## Exercise prompt
Check the records below line by line, and report how many lines include the string "bottom". No other words are needed.
Input data START
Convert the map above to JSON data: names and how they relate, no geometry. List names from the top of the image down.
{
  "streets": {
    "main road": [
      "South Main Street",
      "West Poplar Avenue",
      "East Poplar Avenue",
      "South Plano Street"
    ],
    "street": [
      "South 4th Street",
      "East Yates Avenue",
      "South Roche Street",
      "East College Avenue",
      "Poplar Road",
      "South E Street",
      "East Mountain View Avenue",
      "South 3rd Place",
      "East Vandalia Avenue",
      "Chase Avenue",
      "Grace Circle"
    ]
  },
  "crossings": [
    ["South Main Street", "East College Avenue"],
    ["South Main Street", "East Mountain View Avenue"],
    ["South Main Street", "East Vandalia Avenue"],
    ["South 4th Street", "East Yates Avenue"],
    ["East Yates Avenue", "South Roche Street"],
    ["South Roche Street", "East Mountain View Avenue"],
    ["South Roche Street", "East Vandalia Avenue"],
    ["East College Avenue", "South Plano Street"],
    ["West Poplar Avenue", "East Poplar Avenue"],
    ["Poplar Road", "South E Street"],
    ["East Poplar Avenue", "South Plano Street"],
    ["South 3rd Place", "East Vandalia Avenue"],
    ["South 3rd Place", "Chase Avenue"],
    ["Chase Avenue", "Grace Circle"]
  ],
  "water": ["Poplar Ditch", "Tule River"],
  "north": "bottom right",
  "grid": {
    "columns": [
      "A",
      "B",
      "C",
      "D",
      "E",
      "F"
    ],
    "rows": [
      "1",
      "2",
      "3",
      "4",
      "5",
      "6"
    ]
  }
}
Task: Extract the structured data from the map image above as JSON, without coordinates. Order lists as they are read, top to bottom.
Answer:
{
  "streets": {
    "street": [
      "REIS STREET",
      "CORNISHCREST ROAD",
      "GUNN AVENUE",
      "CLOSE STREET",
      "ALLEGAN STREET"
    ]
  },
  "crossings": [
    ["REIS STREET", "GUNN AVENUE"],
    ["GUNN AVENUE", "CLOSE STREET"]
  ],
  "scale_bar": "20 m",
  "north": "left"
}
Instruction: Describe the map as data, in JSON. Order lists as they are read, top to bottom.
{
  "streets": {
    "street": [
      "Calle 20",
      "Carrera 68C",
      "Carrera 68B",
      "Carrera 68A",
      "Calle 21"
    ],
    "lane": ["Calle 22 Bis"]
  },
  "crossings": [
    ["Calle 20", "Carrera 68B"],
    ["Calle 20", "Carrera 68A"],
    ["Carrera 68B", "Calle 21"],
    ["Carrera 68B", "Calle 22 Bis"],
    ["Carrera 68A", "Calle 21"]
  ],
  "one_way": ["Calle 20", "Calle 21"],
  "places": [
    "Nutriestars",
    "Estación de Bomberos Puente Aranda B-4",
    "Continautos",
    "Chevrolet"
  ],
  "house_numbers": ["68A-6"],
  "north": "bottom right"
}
Input data END
## Task result
4